**TASK GOAL**
Make an exact copy of all the records.

Records from a data source:
- Opening Delimiter -
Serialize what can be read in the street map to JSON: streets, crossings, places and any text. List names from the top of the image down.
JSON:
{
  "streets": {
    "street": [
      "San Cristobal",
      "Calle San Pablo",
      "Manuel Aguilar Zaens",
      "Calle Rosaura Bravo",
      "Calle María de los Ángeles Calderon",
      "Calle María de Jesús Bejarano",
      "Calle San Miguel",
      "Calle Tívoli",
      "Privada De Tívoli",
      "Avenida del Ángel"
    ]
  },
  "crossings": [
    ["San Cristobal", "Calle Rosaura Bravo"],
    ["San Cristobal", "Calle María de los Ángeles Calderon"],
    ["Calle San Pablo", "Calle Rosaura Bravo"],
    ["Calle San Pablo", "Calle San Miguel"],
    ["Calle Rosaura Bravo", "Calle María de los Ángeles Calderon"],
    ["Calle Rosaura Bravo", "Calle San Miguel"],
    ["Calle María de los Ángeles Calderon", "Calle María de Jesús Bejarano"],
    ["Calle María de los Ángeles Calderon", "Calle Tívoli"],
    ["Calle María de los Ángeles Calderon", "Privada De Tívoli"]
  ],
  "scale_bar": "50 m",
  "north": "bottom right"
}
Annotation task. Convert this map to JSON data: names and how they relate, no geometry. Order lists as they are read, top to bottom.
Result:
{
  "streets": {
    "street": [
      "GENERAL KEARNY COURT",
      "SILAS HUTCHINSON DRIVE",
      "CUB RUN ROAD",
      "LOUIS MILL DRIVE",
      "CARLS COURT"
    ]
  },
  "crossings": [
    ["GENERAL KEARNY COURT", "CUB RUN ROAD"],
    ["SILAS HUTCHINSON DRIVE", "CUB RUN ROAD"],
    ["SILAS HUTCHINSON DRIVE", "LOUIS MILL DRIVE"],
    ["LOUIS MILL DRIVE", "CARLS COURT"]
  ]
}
- Closing Delimiter -
**ANSWER AREA**
Serialize what can be read in the street map to JSON: streets, crossings, places and any text. List names from the top of the image down.
JSON:
{
  "streets": {
    "street": [
      "San Cristobal",
      "Calle San Pablo",
      "Manuel Aguilar Zaens",
      "Calle Rosaura Bravo",
      "Calle María de los Ángeles Calderon",
      "Calle María de Jesús Bejarano",
      "Calle San Miguel",
      "Calle Tívoli",
      "Privada De Tívoli",
      "Avenida del Ángel"
    ]
  },
  "crossings": [
    ["San Cristobal", "Calle Rosaura Bravo"],
    ["San Cristobal", "Calle María de los Ángeles Calderon"],
    ["Calle San Pablo", "Calle Rosaura Bravo"],
    ["Calle San Pablo", "Calle San Miguel"],
    ["Calle Rosaura Bravo", "Calle María de los Ángeles Calderon"],
    ["Calle Rosaura Bravo", "Calle San Miguel"],
    ["Calle María de los Ángeles Calderon", "Calle María de Jesús Bejarano"],
    ["Calle María de los Ángeles Calderon", "Calle Tívoli"],
    ["Calle María de los Ángeles Calderon", "Privada De Tívoli"]
  ],
  "scale_bar": "50 m",
  "north": "bottom right"
}
Annotation task. Convert this map to JSON data: names and how they relate, no geometry. Order lists as they are read, top to bottom.
Result:
{
  "streets": {
    "street": [
      "GENERAL KEARNY COURT",
      "SILAS HUTCHINSON DRIVE",
      "CUB RUN ROAD",
      "LOUIS MILL DRIVE",
      "CARLS COURT"
    ]
  },
  "crossings": [
    ["GENERAL KEARNY COURT", "CUB RUN ROAD"],
    ["SILAS HUTCHINSON DRIVE", "CUB RUN ROAD"],
    ["SILAS HUTCHINSON DRIVE", "LOUIS MILL DRIVE"],
    ["LOUIS MILL DRIVE", "CARLS COURT"]
  ]
}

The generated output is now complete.